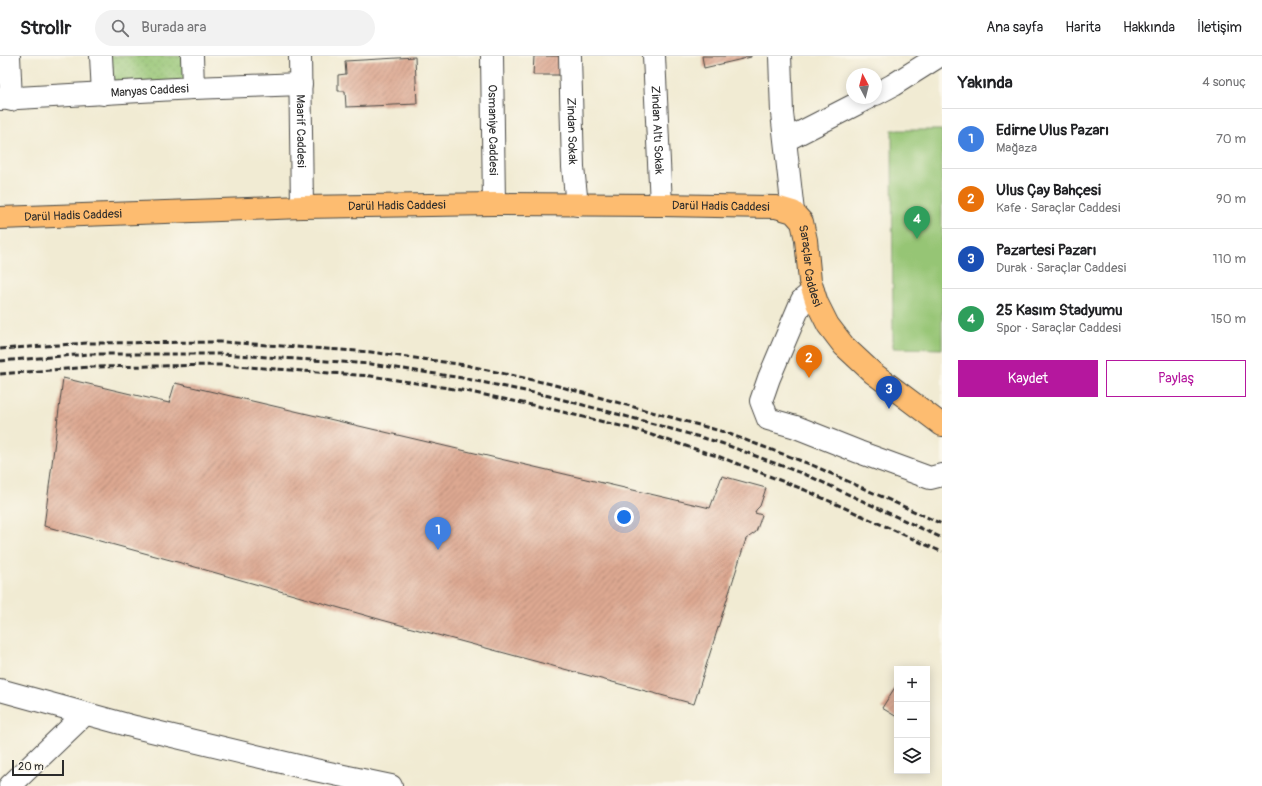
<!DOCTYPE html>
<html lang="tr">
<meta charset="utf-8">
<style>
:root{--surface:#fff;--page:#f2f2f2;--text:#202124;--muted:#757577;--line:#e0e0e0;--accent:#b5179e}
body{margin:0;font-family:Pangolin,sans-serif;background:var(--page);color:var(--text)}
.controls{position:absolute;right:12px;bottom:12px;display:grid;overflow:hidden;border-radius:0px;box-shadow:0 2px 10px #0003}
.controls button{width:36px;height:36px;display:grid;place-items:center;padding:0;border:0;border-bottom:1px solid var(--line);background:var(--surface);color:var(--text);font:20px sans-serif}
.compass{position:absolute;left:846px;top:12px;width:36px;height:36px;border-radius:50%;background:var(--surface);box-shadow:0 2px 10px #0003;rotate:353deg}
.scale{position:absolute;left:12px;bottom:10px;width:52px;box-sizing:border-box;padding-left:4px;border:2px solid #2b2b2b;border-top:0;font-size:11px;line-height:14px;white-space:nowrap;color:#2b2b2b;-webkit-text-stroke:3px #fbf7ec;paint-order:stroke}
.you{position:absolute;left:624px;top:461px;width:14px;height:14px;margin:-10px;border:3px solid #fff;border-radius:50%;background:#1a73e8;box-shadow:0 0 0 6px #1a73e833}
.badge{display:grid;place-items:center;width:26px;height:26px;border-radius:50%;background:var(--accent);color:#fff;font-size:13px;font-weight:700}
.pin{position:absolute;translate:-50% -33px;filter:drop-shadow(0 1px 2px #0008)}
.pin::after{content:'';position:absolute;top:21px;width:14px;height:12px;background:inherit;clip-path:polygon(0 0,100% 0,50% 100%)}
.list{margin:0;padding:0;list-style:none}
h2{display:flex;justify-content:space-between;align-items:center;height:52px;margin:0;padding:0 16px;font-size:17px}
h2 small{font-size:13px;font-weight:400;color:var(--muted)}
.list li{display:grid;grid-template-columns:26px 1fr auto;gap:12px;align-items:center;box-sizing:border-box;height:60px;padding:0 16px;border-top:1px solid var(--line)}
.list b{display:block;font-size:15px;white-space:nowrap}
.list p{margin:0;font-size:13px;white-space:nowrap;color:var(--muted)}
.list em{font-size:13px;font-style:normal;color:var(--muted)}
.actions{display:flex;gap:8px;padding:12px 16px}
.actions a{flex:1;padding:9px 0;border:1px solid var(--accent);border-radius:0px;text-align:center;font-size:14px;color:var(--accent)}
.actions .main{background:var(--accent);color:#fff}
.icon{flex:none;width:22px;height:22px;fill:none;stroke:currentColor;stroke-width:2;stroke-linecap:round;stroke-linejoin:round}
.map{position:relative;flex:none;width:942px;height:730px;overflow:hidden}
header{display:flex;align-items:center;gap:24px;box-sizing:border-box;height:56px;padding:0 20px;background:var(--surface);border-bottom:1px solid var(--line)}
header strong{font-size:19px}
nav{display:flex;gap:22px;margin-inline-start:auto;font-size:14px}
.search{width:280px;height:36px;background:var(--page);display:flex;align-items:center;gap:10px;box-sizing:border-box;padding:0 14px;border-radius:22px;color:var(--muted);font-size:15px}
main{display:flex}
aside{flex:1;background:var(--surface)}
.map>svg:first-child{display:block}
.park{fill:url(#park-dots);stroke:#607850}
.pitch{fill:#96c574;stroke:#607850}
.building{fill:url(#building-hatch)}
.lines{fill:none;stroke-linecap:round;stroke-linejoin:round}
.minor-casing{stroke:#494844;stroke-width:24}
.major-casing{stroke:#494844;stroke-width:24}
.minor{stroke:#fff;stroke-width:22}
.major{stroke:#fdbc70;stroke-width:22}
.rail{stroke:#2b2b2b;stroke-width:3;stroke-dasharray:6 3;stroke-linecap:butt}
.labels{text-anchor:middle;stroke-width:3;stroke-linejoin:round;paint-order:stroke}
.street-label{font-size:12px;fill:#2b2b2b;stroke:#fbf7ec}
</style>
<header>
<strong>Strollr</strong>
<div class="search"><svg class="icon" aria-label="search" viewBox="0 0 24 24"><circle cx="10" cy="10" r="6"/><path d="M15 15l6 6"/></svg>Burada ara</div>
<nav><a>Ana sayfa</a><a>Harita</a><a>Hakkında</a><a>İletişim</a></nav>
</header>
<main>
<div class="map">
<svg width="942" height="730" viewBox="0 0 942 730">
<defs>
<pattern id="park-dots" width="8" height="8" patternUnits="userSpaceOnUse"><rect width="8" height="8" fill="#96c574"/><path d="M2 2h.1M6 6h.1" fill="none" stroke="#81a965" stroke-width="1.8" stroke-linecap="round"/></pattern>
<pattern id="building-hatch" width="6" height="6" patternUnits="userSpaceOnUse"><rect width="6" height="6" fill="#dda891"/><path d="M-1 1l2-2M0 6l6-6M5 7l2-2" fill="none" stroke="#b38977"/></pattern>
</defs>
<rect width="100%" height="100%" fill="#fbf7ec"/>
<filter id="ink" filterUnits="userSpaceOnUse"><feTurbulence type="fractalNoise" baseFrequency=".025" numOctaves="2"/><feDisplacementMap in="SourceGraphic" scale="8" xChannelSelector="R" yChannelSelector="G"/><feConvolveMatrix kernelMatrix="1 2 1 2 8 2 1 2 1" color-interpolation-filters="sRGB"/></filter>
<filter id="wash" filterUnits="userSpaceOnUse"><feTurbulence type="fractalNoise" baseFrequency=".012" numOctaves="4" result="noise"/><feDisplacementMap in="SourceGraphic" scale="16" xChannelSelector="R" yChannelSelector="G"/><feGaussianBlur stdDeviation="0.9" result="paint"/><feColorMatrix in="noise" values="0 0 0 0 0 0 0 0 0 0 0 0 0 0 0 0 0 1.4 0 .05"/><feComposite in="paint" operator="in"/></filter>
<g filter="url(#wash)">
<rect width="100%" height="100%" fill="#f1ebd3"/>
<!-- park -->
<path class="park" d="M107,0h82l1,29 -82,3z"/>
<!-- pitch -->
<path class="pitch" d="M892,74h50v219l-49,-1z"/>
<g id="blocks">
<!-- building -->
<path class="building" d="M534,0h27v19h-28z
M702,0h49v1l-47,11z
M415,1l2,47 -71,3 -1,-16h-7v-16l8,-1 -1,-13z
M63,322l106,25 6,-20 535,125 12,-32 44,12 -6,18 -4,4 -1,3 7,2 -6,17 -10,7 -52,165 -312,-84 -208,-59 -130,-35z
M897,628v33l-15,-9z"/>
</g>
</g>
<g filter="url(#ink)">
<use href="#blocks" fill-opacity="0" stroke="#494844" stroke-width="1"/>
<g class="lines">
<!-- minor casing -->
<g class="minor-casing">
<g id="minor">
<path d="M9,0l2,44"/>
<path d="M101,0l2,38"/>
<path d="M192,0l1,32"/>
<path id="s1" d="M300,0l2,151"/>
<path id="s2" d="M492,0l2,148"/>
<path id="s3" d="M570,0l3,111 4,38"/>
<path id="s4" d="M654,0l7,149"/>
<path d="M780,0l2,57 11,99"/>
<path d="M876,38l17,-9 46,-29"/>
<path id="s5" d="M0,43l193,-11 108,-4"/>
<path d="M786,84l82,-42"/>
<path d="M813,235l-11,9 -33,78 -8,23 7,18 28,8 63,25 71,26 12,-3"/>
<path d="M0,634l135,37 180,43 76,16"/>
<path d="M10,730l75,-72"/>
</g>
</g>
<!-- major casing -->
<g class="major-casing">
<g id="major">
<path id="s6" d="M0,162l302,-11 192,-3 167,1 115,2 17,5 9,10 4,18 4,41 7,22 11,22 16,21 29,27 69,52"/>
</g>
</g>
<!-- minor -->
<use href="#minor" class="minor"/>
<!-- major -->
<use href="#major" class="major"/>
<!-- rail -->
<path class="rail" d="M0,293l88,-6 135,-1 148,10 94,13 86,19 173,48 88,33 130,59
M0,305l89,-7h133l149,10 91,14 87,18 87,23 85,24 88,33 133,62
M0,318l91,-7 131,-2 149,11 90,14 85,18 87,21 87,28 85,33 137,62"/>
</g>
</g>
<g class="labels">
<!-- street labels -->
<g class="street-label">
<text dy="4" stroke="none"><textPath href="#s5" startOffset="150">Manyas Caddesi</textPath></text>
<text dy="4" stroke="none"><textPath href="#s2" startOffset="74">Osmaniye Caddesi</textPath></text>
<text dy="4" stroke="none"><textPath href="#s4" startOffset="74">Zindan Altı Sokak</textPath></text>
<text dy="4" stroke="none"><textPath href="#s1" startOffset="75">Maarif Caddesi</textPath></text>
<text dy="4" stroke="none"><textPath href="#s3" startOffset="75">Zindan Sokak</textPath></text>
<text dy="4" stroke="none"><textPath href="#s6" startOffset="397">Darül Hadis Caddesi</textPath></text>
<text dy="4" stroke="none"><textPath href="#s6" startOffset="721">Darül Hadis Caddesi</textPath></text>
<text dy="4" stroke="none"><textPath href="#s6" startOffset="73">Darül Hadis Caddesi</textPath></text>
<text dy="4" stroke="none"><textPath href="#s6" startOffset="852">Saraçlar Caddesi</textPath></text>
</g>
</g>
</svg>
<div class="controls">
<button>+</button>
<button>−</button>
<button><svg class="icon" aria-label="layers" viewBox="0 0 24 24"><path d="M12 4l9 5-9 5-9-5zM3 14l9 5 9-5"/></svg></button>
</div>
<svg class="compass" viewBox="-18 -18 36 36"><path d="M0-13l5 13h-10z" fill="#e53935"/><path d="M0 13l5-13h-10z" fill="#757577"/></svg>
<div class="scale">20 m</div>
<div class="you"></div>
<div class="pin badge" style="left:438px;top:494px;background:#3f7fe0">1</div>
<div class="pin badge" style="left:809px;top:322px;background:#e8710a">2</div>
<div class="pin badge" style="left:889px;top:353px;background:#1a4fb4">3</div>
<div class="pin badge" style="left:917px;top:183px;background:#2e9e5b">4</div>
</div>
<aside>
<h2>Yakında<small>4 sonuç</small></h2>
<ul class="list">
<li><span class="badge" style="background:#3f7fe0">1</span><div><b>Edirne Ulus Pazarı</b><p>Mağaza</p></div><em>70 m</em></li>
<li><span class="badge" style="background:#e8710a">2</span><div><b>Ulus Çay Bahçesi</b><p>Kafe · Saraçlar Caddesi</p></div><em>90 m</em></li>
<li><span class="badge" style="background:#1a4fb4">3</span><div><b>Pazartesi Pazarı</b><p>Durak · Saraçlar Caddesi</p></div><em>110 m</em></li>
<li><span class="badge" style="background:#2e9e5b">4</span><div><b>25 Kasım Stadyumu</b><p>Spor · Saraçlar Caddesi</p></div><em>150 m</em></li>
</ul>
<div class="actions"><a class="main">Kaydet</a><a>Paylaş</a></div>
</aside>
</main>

════════════════

[Exercise details]:
Return the lines exactly as they stand, from the start of the entries through the line holding "solid #fff;border-radius:50%;background:#1a73e8;box-shadow:0 0"; omit the pictures.

[Problem solution]:
<!DOCTYPE html>
<html lang="tr">
<meta charset="utf-8">
<style>
:root{--surface:#fff;--page:#f2f2f2;--text:#202124;--muted:#757577;--line:#e0e0e0;--accent:#b5179e}
body{margin:0;font-family:Pangolin,sans-serif;background:var(--page);color:var(--text)}
.controls{position:absolute;right:12px;bottom:12px;display:grid;overflow:hidden;border-radius:0px;box-shadow:0 2px 10px #0003}
.controls button{width:36px;height:36px;display:grid;place-items:center;padding:0;border:0;border-bottom:1px solid var(--line);background:var(--surface);color:var(--text);font:20px sans-serif}
.compass{position:absolute;left:846px;top:12px;width:36px;height:36px;border-radius:50%;background:var(--surface);box-shadow:0 2px 10px #0003;rotate:353deg}
.scale{position:absolute;left:12px;bottom:10px;width:52px;box-sizing:border-box;padding-left:4px;border:2px solid #2b2b2b;border-top:0;font-size:11px;line-height:14px;white-space:nowrap;color:#2b2b2b;-webkit-text-stroke:3px #fbf7ec;paint-order:stroke}
.you{position:absolute;left:624px;top:461px;width:14px;height:14px;margin:-10px;border:3px solid #fff;border-radius:50%;background:#1a73e8;box-shadow:0 0 0 6px #1a73e833}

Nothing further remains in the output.